■ **REQUIRED WORK**: Stop at the line containing "position:absolute; left:863px; top:30px;": repeat exactly every line of the entries below from the first up to it, plus that line, with pictures omitted.

*** SUPPLIED RECORDS Section Begins ***

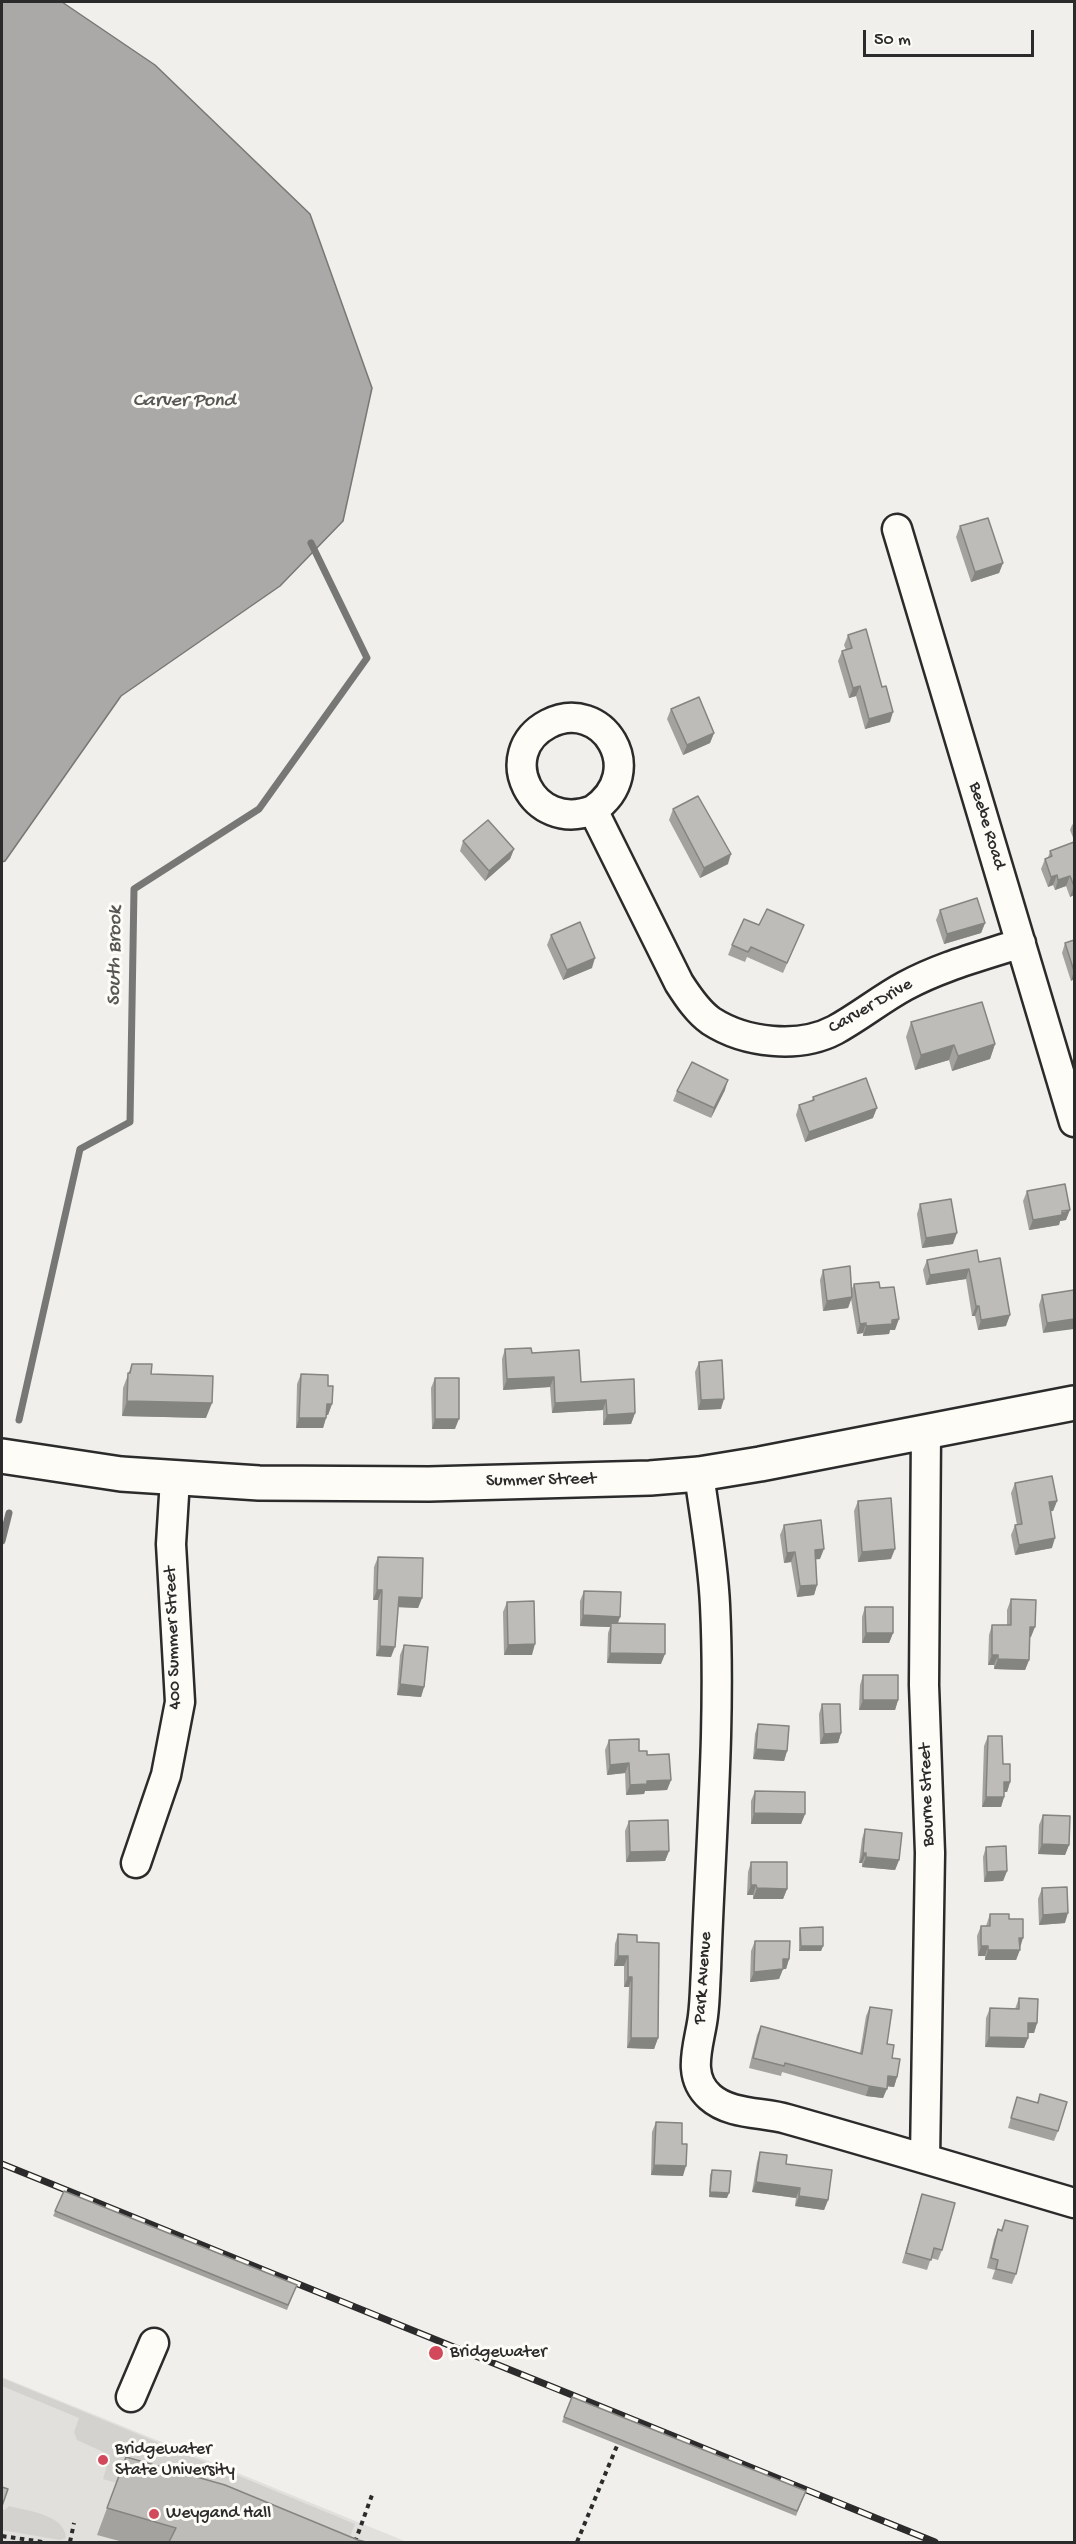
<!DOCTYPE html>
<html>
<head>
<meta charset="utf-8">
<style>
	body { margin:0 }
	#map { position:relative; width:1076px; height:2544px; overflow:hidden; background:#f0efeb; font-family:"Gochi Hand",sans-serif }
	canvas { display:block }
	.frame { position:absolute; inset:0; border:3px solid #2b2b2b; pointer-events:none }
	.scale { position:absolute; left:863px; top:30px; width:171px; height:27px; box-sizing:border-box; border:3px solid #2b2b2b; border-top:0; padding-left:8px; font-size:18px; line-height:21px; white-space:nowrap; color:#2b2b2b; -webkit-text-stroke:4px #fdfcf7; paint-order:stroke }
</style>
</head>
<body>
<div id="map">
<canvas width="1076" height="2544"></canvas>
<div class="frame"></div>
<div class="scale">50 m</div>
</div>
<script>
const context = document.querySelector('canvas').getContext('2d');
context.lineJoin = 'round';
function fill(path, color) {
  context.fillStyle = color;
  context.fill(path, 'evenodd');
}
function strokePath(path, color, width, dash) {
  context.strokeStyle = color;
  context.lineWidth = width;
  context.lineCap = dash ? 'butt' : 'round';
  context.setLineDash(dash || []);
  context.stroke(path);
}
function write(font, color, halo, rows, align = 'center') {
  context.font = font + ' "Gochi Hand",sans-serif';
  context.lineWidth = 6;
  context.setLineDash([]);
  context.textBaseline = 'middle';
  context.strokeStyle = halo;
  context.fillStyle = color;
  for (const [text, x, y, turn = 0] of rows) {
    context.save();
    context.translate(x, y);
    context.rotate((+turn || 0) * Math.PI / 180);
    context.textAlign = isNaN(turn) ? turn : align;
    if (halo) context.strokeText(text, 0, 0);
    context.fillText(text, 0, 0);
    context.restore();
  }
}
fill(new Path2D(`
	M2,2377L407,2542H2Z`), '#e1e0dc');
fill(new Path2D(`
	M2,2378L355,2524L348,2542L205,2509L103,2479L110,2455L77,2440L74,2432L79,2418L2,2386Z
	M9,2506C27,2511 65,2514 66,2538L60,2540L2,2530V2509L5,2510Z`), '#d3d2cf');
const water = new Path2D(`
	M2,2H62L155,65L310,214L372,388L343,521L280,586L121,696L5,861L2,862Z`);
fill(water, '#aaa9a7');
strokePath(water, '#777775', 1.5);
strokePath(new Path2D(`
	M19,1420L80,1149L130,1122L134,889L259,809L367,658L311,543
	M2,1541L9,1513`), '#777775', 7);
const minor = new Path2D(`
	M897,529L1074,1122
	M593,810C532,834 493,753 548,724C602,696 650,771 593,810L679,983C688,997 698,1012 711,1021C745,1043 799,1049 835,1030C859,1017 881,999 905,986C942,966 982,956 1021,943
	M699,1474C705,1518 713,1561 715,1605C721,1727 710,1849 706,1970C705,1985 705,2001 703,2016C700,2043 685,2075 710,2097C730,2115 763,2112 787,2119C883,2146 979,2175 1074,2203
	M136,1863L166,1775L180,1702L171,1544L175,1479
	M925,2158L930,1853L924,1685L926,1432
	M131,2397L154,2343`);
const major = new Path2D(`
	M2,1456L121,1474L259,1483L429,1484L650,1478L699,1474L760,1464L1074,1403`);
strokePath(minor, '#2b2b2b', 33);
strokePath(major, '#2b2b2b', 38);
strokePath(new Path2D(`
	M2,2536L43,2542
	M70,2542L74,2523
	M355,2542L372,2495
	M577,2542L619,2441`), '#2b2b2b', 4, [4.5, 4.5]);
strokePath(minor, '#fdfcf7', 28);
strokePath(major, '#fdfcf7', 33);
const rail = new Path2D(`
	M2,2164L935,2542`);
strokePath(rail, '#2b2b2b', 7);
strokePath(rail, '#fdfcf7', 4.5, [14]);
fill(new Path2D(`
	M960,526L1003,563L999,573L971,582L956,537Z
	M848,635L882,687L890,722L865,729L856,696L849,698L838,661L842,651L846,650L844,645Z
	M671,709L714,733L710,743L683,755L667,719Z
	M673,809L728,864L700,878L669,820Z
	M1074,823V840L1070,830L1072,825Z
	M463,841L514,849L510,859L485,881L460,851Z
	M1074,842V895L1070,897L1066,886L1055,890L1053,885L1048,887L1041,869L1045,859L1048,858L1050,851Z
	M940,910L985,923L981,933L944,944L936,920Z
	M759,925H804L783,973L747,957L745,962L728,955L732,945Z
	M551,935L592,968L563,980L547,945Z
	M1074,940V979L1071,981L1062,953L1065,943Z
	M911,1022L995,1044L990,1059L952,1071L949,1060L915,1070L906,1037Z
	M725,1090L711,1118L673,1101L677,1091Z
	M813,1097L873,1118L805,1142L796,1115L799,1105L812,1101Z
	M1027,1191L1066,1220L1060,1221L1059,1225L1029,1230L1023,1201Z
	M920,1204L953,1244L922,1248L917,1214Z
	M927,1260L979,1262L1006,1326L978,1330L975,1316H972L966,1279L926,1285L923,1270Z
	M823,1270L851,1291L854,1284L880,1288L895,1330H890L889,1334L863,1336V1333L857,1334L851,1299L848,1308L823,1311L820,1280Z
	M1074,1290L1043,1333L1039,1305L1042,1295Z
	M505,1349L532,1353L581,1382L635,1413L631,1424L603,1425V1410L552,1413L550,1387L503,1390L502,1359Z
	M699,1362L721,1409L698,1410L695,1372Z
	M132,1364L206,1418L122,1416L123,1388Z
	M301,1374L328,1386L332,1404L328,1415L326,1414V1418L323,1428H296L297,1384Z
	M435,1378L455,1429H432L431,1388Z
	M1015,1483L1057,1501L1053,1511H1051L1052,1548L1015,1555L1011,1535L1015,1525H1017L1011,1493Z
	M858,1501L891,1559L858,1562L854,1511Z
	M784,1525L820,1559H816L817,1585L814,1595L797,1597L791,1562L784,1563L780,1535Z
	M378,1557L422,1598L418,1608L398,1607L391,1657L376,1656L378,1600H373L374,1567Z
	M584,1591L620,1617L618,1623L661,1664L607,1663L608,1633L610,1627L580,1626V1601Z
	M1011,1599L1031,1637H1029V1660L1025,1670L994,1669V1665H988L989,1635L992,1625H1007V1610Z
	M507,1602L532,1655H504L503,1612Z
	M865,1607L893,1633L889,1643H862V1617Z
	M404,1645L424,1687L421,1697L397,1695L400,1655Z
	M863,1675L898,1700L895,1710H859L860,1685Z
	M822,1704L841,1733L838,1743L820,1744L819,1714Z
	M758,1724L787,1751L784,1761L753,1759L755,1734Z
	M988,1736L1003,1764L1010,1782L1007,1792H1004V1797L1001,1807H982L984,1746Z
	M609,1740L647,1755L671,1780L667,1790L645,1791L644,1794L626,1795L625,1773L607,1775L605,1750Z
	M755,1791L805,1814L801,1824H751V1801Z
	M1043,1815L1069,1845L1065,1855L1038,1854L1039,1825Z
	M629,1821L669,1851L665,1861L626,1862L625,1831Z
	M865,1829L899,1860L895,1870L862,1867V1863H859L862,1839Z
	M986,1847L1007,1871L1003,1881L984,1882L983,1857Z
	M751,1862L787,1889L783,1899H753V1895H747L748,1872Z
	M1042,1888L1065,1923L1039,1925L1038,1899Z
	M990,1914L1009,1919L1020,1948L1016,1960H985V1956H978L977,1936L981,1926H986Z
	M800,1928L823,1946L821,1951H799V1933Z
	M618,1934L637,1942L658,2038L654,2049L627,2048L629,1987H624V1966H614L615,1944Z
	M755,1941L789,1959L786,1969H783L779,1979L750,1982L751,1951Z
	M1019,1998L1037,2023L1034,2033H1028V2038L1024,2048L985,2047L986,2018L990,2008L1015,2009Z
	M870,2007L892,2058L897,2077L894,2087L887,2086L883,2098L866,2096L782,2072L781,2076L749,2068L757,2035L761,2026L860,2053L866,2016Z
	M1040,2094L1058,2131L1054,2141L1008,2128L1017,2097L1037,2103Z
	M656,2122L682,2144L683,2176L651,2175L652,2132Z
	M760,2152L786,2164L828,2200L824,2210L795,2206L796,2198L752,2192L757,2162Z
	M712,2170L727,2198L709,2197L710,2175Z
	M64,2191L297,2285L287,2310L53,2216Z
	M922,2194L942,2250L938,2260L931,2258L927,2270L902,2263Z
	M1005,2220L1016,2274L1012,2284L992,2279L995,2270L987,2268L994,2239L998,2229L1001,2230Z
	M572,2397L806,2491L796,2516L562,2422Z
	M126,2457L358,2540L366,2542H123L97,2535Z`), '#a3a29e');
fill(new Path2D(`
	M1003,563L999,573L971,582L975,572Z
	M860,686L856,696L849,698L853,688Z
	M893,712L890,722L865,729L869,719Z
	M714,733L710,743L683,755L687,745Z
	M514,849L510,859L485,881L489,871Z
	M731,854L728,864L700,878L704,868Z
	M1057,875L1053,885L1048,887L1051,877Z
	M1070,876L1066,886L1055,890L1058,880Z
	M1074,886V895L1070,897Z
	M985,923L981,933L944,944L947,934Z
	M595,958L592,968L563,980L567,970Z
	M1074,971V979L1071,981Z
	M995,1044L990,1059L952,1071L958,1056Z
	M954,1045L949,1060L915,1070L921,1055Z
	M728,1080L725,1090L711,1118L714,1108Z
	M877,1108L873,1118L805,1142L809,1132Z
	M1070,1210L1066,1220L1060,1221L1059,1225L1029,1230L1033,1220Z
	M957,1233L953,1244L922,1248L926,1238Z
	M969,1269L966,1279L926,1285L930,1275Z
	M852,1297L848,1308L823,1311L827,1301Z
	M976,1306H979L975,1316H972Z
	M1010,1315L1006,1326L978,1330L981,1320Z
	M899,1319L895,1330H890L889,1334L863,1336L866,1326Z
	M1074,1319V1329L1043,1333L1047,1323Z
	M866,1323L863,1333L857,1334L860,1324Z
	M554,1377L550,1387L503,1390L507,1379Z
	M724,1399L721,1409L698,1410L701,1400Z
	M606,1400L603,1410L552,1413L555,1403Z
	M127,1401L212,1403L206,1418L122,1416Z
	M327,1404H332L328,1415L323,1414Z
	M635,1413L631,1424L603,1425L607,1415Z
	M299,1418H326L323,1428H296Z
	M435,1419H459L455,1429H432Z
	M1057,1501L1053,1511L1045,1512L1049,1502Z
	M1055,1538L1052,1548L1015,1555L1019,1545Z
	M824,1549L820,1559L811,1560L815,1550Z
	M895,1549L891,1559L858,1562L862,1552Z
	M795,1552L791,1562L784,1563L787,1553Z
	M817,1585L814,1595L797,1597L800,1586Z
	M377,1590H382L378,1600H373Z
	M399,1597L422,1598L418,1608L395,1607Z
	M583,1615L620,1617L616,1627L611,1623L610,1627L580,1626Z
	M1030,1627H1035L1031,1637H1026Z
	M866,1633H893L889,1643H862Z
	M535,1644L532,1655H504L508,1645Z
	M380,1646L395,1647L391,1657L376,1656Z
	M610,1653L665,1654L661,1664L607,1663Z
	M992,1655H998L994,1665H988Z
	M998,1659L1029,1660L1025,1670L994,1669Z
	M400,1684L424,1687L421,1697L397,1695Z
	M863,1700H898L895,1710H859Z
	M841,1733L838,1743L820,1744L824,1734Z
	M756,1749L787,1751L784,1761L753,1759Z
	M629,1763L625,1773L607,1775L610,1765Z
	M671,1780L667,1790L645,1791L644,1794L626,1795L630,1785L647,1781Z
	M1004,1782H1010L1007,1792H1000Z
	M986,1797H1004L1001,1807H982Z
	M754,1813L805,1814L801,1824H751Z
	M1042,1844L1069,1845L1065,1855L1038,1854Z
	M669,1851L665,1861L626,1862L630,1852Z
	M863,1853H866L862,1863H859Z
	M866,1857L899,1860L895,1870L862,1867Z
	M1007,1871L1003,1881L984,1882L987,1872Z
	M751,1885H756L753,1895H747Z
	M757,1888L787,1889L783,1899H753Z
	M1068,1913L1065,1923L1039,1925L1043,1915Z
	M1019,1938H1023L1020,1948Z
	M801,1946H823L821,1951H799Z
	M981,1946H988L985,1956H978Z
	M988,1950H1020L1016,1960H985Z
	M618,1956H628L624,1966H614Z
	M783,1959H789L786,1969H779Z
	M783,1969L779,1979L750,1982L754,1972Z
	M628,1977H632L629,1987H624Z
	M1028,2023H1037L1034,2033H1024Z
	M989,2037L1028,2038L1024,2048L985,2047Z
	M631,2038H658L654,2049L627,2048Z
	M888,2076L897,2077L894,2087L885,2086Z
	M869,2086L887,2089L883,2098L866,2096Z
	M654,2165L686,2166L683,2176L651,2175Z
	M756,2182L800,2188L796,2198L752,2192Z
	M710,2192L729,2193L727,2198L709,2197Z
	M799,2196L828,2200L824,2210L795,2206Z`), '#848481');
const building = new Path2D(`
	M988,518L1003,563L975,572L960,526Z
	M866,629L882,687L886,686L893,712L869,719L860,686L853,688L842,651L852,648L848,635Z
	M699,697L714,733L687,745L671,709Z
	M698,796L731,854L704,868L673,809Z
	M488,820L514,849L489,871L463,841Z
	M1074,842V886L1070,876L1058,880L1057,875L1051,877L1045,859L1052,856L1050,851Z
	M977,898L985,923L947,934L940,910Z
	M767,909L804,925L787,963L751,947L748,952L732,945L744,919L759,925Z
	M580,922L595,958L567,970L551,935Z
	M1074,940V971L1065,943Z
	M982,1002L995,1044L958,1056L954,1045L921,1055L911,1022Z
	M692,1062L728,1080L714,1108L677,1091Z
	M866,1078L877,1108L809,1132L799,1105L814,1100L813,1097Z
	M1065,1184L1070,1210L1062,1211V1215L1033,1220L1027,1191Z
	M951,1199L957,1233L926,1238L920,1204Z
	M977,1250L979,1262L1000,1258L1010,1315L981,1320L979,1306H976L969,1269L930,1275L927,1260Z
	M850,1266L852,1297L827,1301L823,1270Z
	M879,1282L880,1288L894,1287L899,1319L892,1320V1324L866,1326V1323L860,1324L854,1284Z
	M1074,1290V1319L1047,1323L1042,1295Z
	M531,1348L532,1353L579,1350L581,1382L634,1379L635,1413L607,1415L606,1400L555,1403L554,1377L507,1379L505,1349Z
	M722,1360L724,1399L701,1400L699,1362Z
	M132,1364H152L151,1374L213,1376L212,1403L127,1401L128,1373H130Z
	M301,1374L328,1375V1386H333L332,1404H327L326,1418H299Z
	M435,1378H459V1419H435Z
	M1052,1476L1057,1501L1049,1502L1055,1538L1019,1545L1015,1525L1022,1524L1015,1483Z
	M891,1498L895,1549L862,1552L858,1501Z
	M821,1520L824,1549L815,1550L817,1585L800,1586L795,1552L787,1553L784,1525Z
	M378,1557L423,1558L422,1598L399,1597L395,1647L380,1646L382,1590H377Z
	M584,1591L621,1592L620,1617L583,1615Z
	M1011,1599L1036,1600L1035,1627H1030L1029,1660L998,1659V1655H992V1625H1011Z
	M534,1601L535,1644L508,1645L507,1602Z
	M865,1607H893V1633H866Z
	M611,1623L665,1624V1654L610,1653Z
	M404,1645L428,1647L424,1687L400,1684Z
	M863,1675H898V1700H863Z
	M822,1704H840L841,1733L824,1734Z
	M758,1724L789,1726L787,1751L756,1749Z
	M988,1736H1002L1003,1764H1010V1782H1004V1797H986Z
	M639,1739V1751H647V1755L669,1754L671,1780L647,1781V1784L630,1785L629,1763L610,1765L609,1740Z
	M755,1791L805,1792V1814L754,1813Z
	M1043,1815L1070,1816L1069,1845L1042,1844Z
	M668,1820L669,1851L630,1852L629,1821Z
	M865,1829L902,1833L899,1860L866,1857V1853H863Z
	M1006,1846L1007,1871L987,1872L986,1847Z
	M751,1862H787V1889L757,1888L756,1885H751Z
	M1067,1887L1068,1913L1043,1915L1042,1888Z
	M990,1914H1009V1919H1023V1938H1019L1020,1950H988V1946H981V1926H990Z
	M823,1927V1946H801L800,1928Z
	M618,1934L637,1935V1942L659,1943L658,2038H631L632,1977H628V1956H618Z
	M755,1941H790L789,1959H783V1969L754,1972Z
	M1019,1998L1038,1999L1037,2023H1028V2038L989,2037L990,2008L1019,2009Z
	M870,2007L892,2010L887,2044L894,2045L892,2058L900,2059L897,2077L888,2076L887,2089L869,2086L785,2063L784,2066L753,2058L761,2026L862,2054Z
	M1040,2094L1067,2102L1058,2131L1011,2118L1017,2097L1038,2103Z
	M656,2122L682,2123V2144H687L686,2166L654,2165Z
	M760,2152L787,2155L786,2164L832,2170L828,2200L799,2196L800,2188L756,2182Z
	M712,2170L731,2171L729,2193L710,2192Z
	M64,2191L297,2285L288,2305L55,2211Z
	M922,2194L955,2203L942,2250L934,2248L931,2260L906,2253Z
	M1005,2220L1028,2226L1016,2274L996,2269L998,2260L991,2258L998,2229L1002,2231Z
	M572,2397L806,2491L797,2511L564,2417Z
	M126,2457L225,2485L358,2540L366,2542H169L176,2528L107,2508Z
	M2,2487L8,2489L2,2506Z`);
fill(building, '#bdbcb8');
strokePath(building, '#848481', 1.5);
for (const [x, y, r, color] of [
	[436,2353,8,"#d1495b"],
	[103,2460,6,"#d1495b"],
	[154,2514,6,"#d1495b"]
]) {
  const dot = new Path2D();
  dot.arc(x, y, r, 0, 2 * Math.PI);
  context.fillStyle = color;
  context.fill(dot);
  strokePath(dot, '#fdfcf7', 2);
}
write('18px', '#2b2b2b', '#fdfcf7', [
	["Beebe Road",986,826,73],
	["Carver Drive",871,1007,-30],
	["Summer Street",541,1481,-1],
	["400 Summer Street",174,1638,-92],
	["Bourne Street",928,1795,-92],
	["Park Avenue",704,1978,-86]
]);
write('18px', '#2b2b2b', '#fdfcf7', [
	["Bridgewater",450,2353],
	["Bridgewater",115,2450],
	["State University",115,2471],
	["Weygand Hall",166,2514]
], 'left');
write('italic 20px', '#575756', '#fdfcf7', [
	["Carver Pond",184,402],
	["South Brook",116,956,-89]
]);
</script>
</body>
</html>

*** SUPPLIED RECORDS Section Ends ***

■ **RESPONSE TO THE EXERCISE**:
<!DOCTYPE html>
<html>
<head>
<meta charset="utf-8">
<style>
	body { margin:0 }
	#map { position:relative; width:1076px; height:2544px; overflow:hidden; background:#f0efeb; font-family:"Gochi Hand",sans-serif }
	canvas { display:block }
	.frame { position:absolute; inset:0; border:3px solid #2b2b2b; pointer-events:none }
	.scale { position:absolute; left:863px; top:30px; width:171px; height:27px; box-sizing:border-box; border:3px solid #2b2b2b; border-top:0; padding-left:8px; font-size:18px; line-height:21px; white-space:nowrap; color:#2b2b2b; -webkit-text-stroke:4px #fdfcf7; paint-order:stroke }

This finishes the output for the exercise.